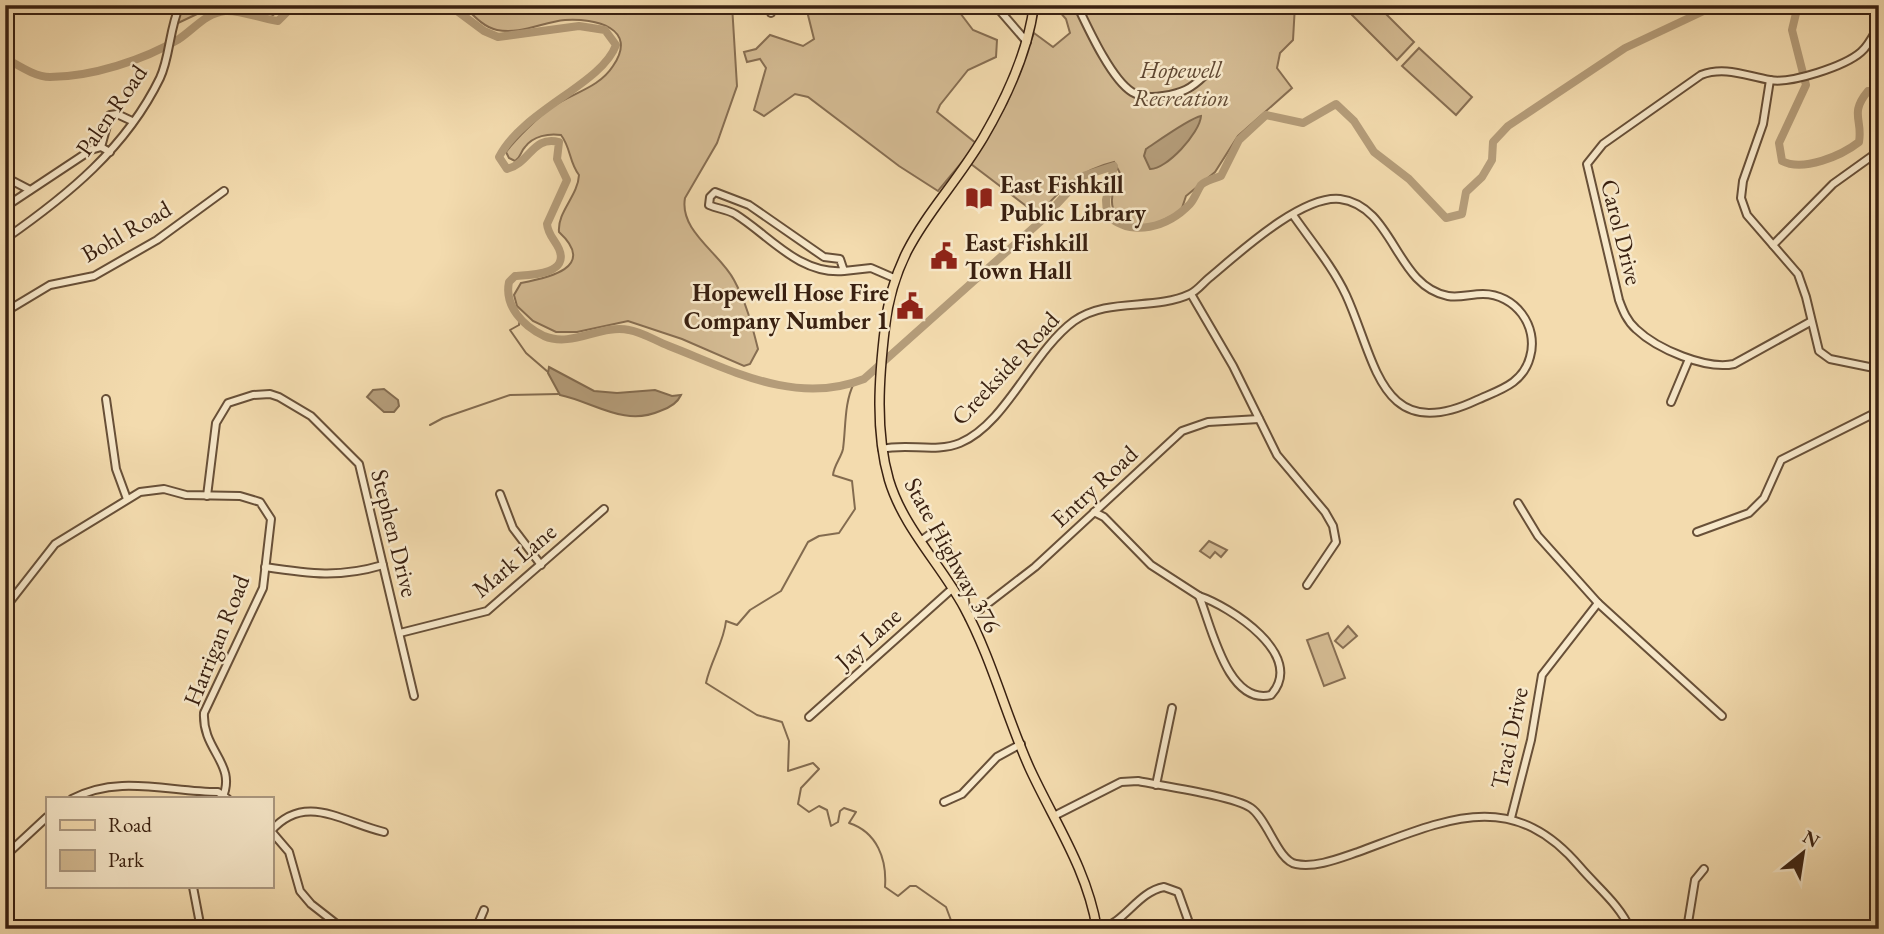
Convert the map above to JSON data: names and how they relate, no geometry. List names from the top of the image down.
{
  "streets": {
    "main road": ["State Highway 376"],
    "street": [
      "Palen Road",
      "Bohl Road",
      "Carol Drive",
      "Creekside Road",
      "Entry Road",
      "Stephen Drive",
      "Mark Lane",
      "Jay Lane",
      "Harrigan Road",
      "Traci Drive"
    ]
  },
  "crossings": [
    ["Creekside Road", "State Highway 376"],
    ["Entry Road", "State Highway 376"],
    ["Stephen Drive", "Mark Lane"],
    ["Stephen Drive", "Harrigan Road"],
    ["State Highway 376", "Jay Lane"]
  ],
  "parks": ["Hopewell Recreation"],
  "places": {
    "library": ["East Fishkill Public Library"],
    "public building": ["East Fishkill Town Hall", "Hopewell Hose Fire Company Number 1"]
  },
  "legend": ["Road", "Park"],
  "north": "top right"
}
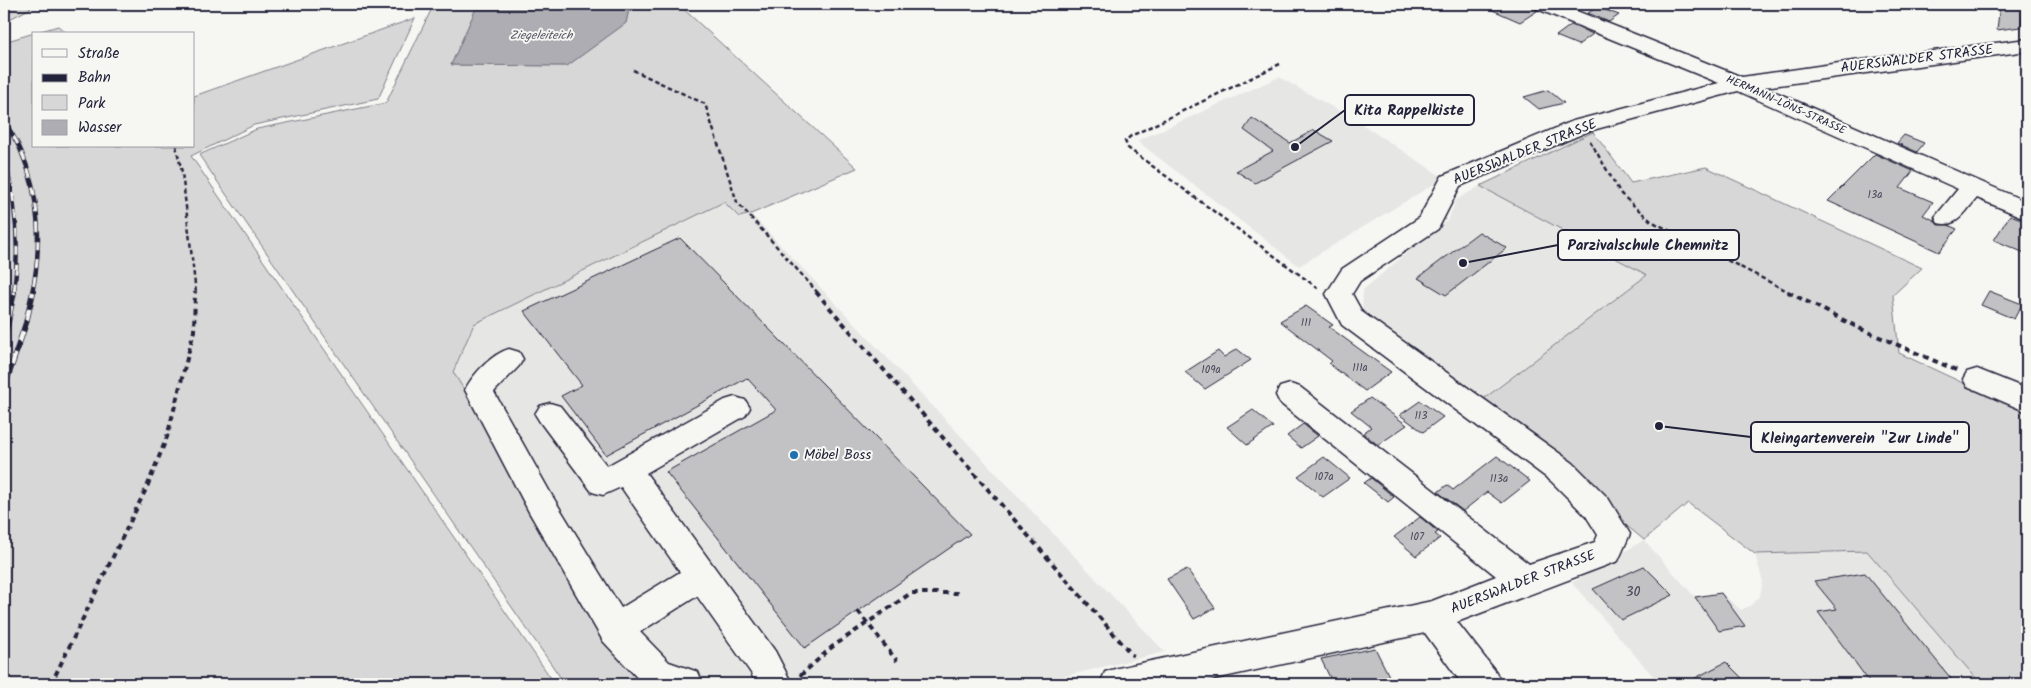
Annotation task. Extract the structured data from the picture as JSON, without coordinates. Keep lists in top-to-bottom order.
{
  "streets": {
    "street": ["AUERSWALDER STRASSE", "HERMANN-LÖNS-STRASSE"]
  },
  "crossings": [
    ["AUERSWALDER STRASSE", "HERMANN-LÖNS-STRASSE"]
  ],
  "water": ["Ziegeleiteich"],
  "places": [
    "Kita Rappelkiste",
    "Parzivalschule Chemnitz",
    "Kleingartenverein \"Zur Linde\"",
    "Möbel Boss"
  ],
  "house_numbers": [
    "13a",
    "111",
    "111a",
    "109a",
    "113",
    "107a",
    "113a",
    "107",
    "30"
  ],
  "legend": [
    "Straße",
    "Bahn",
    "Park",
    "Wasser"
  ]
}
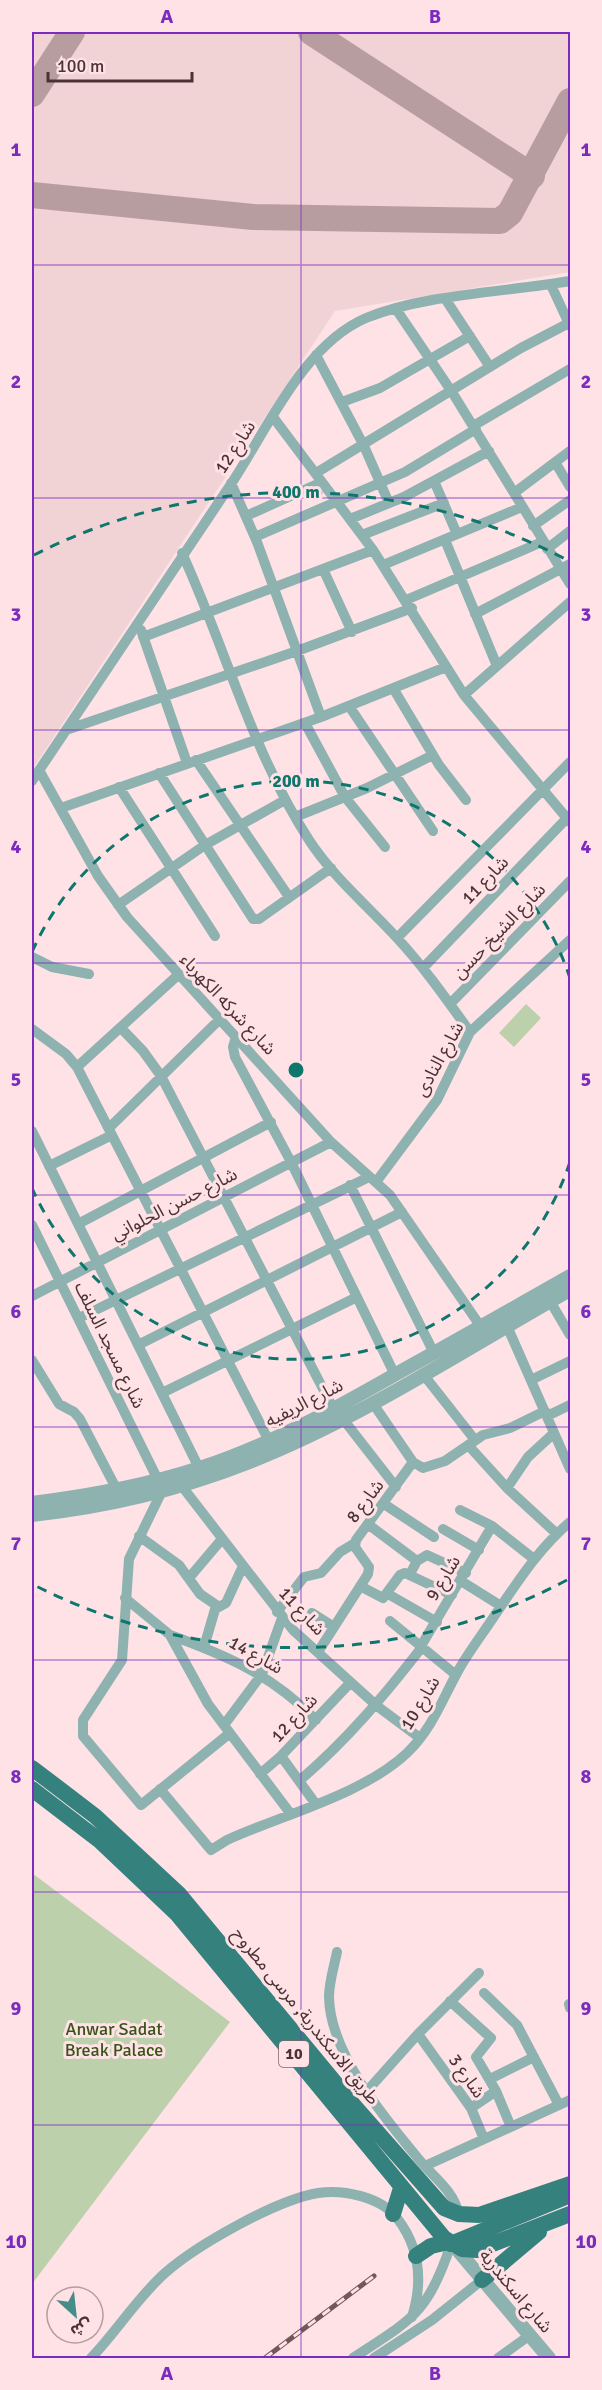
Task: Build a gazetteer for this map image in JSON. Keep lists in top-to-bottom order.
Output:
{
  "streets": {
    "main road": ["طريق الاسكندرية, مرسى مطروح", "10"],
    "street": [
      "شارع 12",
      "شارع 11",
      "شارع الشيخ حسن",
      "شارع شركه الكهرباء",
      "شارع النادى",
      "شارع حسن الحلواني",
      "شارع مسجد السلف",
      "شارع الريفيه",
      "شارع 8",
      "شارع 9",
      "شارع 14",
      "شارع 10",
      "شارع 3",
      "شارع اسكندرية"
    ]
  },
  "crossings": [
    ["شارع 12", "شارع 11"],
    ["شارع 12", "شارع شركه الكهرباء"],
    ["شارع 12", "شارع 14"],
    ["شارع 11", "شارع الريفيه"],
    ["شارع 11", "شارع 8"],
    ["شارع 11", "شارع 9"],
    ["شارع 11", "شارع 10"],
    ["شارع شركه الكهرباء", "شارع النادى"],
    ["شارع شركه الكهرباء", "شارع حسن الحلواني"],
    ["شارع شركه الكهرباء", "شارع الريفيه"],
    ["شارع حسن الحلواني", "شارع مسجد السلف"],
    ["شارع مسجد السلف", "شارع الريفيه"],
    ["طريق الاسكندرية, مرسى مطروح", "شارع اسكندرية"]
  ],
  "parks": ["Anwar Sadat Break Palace"],
  "scale_bar": "100 m",
  "north": "bottom right",
  "grid": {
    "columns": ["A", "B"],
    "rows": [
      "1",
      "2",
      "3",
      "4",
      "5",
      "6",
      "7",
      "8",
      "9",
      "10"
    ]
  },
  "rings": ["400 m", "200 m"]
}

================================

**WHAT NEEDS TO BE DONE**
The expected response is every entry above, repeated exactly, pictures removed.

**EXERCISE OUTPUT**
Convert the map above to JSON data: names and how they relate, no geometry. List names from the top of the image down.
{
  "streets": {
    "main road": ["State Highway 376"],
    "street": [
      "Palen Road",
      "Bohl Road",
      "Carol Drive",
      "Creekside Road",
      "Entry Road",
      "Stephen Drive",
      "Mark Lane",
      "Jay Lane",
      "Harrigan Road",
      "Traci Drive"
    ]
  },
  "crossings": [
    ["Creekside Road", "State Highway 376"],
    ["Entry Road", "State Highway 376"],
    ["Stephen Drive", "Mark Lane"],
    ["Stephen Drive", "Harrigan Road"],
    ["State Highway 376", "Jay Lane"]
  ],
  "parks": ["Hopewell Recreation"],
  "places": {
    "library": ["East Fishkill Public Library"],
    "public building": ["East Fishkill Town Hall", "Hopewell Hose Fire Company Number 1"]
  },
  "legend": ["Road", "Park"],
  "north": "top right"
}
Annotation task. Extract the structured data from the picture as JSON, without coordinates. Keep lists in top-to-bottom order.
{
  "streets": {
    "street": ["AUERSWALDER STRASSE", "HERMANN-LÖNS-STRASSE"]
  },
  "crossings": [
    ["AUERSWALDER STRASSE", "HERMANN-LÖNS-STRASSE"]
  ],
  "water": ["Ziegeleiteich"],
  "places": [
    "Kita Rappelkiste",
    "Parzivalschule Chemnitz",
    "Kleingartenverein \"Zur Linde\"",
    "Möbel Boss"
  ],
  "house_numbers": [
    "13a",
    "111",
    "111a",
    "109a",
    "113",
    "107a",
    "113a",
    "107",
    "30"
  ],
  "legend": [
    "Straße",
    "Bahn",
    "Park",
    "Wasser"
  ]
}
Task: Build a gazetteer for this map image in JSON. Keep lists in top-to-bottom order.
Output:
{
  "streets": {
    "main road": ["طريق الاسكندرية, مرسى مطروح", "10"],
    "street": [
      "شارع 12",
      "شارع 11",
      "شارع الشيخ حسن",
      "شارع شركه الكهرباء",
      "شارع النادى",
      "شارع حسن الحلواني",
      "شارع مسجد السلف",
      "شارع الريفيه",
      "شارع 8",
      "شارع 9",
      "شارع 14",
      "شارع 10",
      "شارع 3",
      "شارع اسكندرية"
    ]
  },
  "crossings": [
    ["شارع 12", "شارع 11"],
    ["شارع 12", "شارع شركه الكهرباء"],
    ["شارع 12", "شارع 14"],
    ["شارع 11", "شارع الريفيه"],
    ["شارع 11", "شارع 8"],
    ["شارع 11", "شارع 9"],
    ["شارع 11", "شارع 10"],
    ["شارع شركه الكهرباء", "شارع النادى"],
    ["شارع شركه الكهرباء", "شارع حسن الحلواني"],
    ["شارع شركه الكهرباء", "شارع الريفيه"],
    ["شارع حسن الحلواني", "شارع مسجد السلف"],
    ["شارع مسجد السلف", "شارع الريفيه"],
    ["طريق الاسكندرية, مرسى مطروح", "شارع اسكندرية"]
  ],
  "parks": ["Anwar Sadat Break Palace"],
  "scale_bar": "100 m",
  "north": "bottom right",
  "grid": {
    "columns": ["A", "B"],
    "rows": [
      "1",
      "2",
      "3",
      "4",
      "5",
      "6",
      "7",
      "8",
      "9",
      "10"
    ]
  },
  "rings": ["400 m", "200 m"]
}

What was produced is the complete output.